The Black Isle

This is night No.20/2019 living in my caravan. It's my second night at Rosamarkie C&CC Site on the Black Isle.

The weather had improved a lot overnight. I woke to a shower of rain battering off the van around 0545, but that was the last of the rain for today. Therefore, this was going to be a day of big walks.

The first big walk of the day was a circular route from Rosemarkie to Hillochhead, returning via the Fairy Glen.

Starts by an excellent coastal route, north along the beach.

A really fine coastal area, and very quiet. Virtually no debris or litter of any type.

The route leads first to a 'cave', Cairns Cave, which is really just a cliff shelter.

You could probably camp in it, but it would be quite open.

Some really impressive cliffs on this part of the Black Isle.

Lots of rock outcrops along the beach.

The route then leaves the beach and goes up ridiculously steep steps up the face of the cliff! This was a serious grunt!!

They felt like they went on forever. Very hard going.

The route leads up to where the 'Black Isle Yurts' are based. Gives amazing views back down from where I'd climbed.

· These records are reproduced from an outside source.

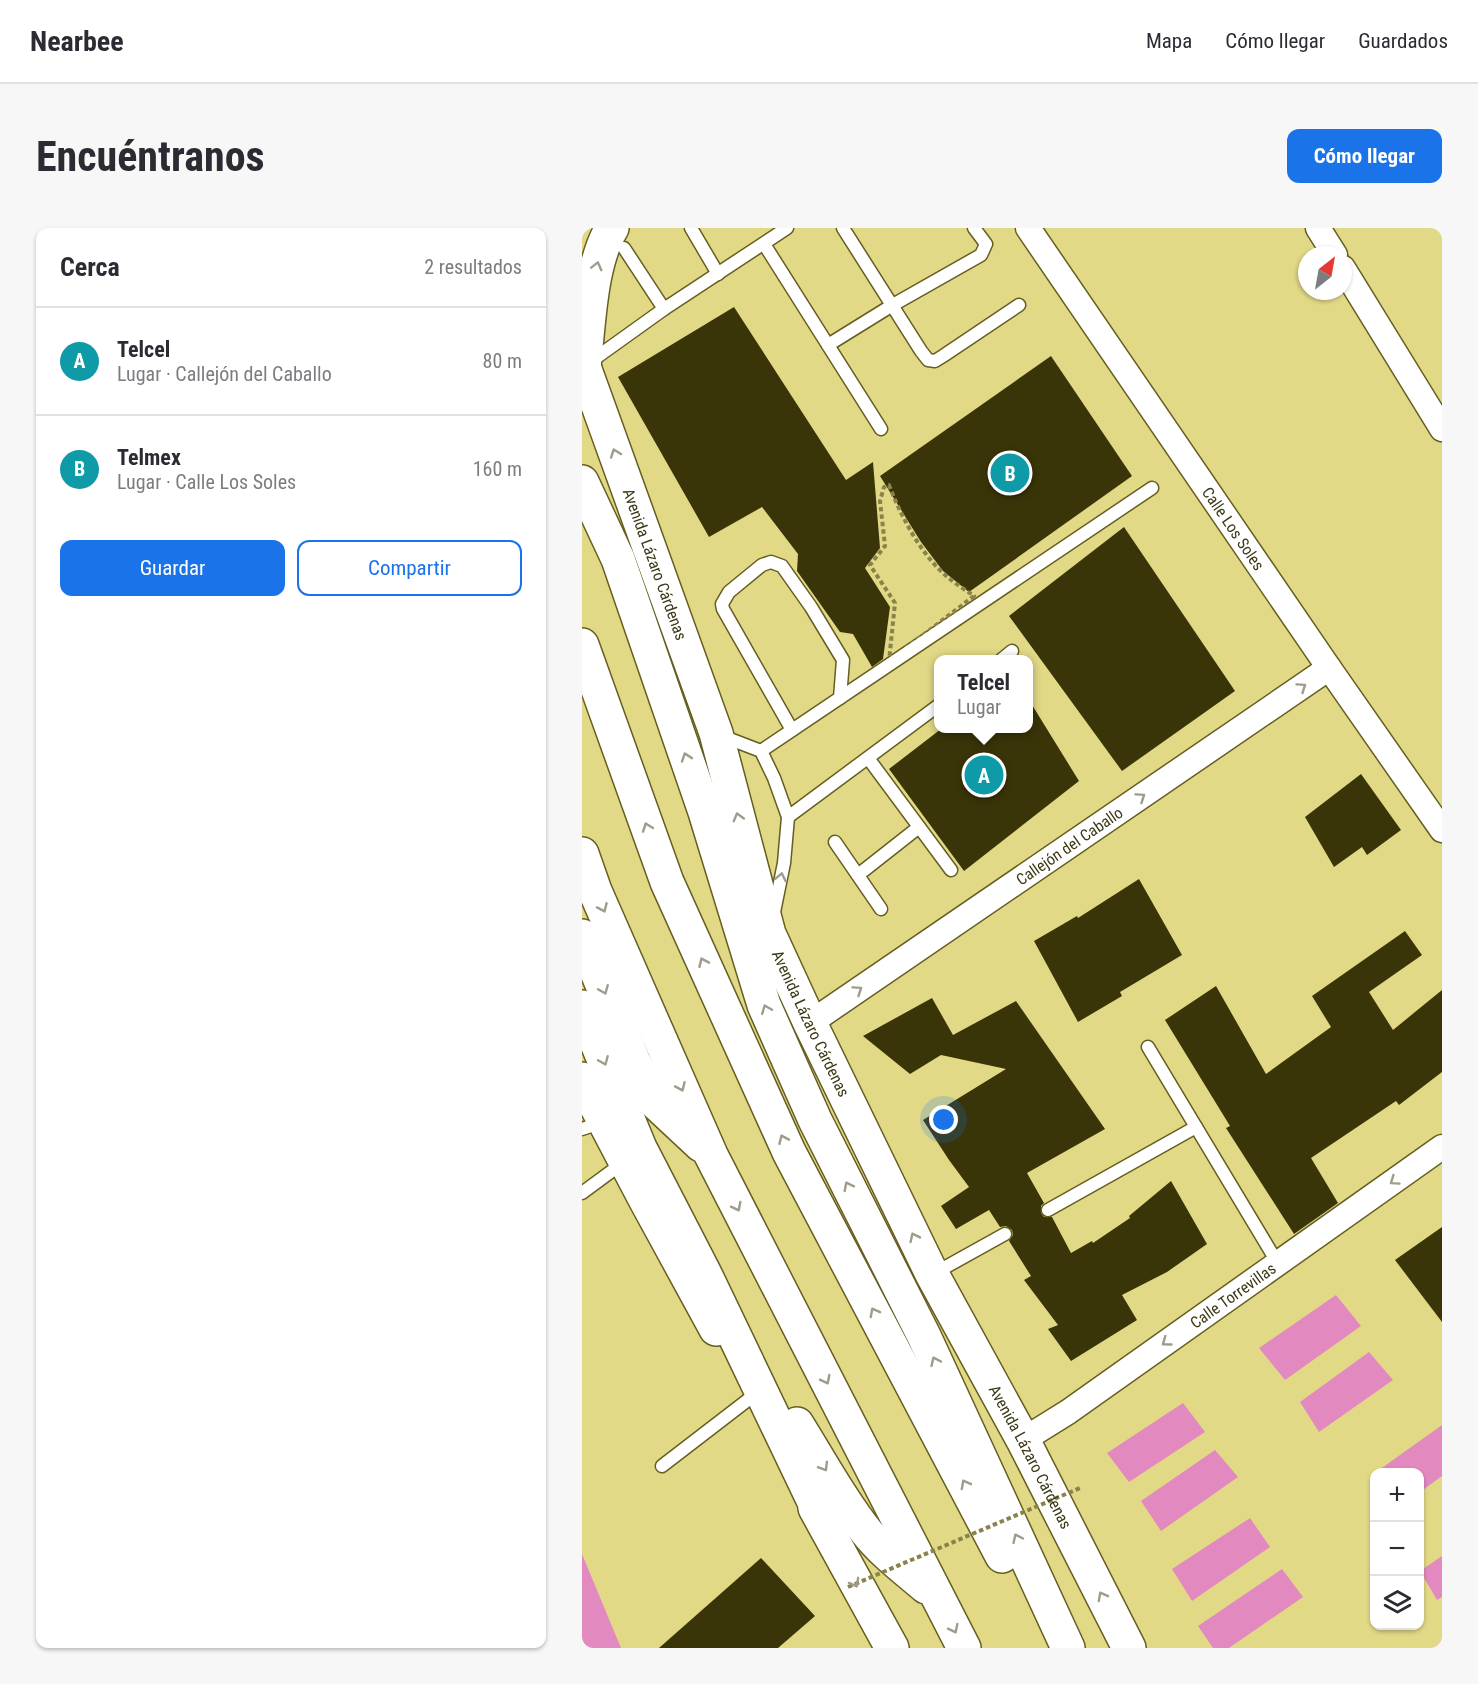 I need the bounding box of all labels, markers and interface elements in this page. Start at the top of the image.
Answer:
text: Nearbee [30,25,124,58]
text: Mapa [1146,29,1192,53]
text: Cómo llegar [1225,29,1325,53]
text: Guardados [1358,29,1448,53]
button: Cómo llegar [1287,129,1442,183]
text: Encuéntranos [36,132,265,181]
north arrow [1298,246,1352,300]
text: Cerca [60,252,120,282]
text: 2 resultados [424,255,522,279]
one-way arrow [590,262,603,272]
text: Telcel [117,337,170,362]
text: A [74,349,85,373]
text: 80 m [483,349,522,373]
text: Lugar · Callejón del Caballo [117,362,332,386]
text: Telmex [117,445,181,470]
one-way arrow [610,448,623,459]
pin: B [990,450,1030,496]
text: B [74,457,85,481]
text: 160 m [473,457,522,481]
text: Lugar · Calle Los Soles [117,470,296,494]
street label: Calle Los Soles [1198,483,1269,574]
street label: Avenida Lázaro Cárdenas [619,486,691,643]
button: Guardar [60,540,285,596]
button: Compartir [297,540,522,596]
popup [934,655,1033,733]
text: Telcel [957,670,1010,695]
one-way arrow [1295,683,1306,694]
text: Lugar [957,695,1001,719]
one-way arrow [681,752,694,763]
pin: A [964,752,1004,798]
one-way arrow [1134,793,1145,804]
street label: Callejón del Caballo [1012,803,1126,889]
one-way arrow [733,812,745,823]
one-way arrow [642,822,655,833]
one-way arrow [774,872,787,882]
one-way arrow [595,902,607,913]
street label: Avenida Lázaro Cárdenas [768,947,854,1100]
one-way arrow [699,957,711,968]
one-way arrow [597,984,609,995]
one-way arrow [851,986,862,997]
one-way arrow [761,1005,773,1016]
one-way arrow [597,1055,609,1066]
one-way arrow [674,1081,686,1092]
your location [929,1105,958,1134]
one-way arrow [779,1135,791,1146]
one-way arrow [1390,1174,1401,1185]
one-way arrow [844,1182,856,1193]
one-way arrow [730,1201,742,1212]
one-way arrow [910,1233,922,1244]
street label: Calle Torrevillas [1186,1258,1279,1332]
one-way arrow [870,1308,881,1318]
one-way arrow [1162,1335,1173,1346]
one-way arrow [931,1356,943,1367]
one-way arrow [819,1374,831,1385]
street label: Avenida Lázaro Cárdenas [985,1381,1076,1532]
one-way arrow [816,1461,828,1471]
map controls [1370,1468,1424,1630]
button: + [1370,1468,1424,1522]
one-way arrow [961,1480,972,1491]
button: − [1370,1522,1424,1576]
one-way arrow [1013,1533,1025,1544]
one-way arrow [848,1576,859,1587]
button: layers [1370,1576,1424,1630]
one-way arrow [1098,1592,1109,1602]
one-way arrow [947,1622,958,1633]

One of the clifftop yurts. There was maybe 6?

The path leads up to the summit of Brown Hill with great views over the Moray Firth.

The spit of land where my caravan is seemed miles away.

The route then followed a quiet road, before turning in to the Fairy Glen.

Some terraced waterfalls on the way down the Glen to Rosemarkie.

After recovering, and getting some lunch, we headed up towards Cromarty to walk the path down to Eathie, an old salmon fishing station and a coast significant in the history of Hugh Miller.

A small parking space with lovely views across the Black Isle.

Yet another steep walk! The path zig zagged worryingly downhill. It was the return leg which concerned me!

The remains of the fishing station which ceased working in 1984. Very similar to St Cyrus, up my way.

A lovely little bay.

Just along the coast from the old station is an old salmon bothy, in very good order.

It's got some information about the fishery and Hugh Miller, and it was also used as a proper overnighting bothy. There was some spare food and directions where to find water, and a fireplace with fuel.

Old relics on the outside window ledge.

As expected, the return journey back to the car was a slog and a half! It was a surprising loss of height down to the waterside, and you definitely work to visit this place!

After returning to the car, took the short drive into Cromarty. Never been here before, it was a really beautiful village.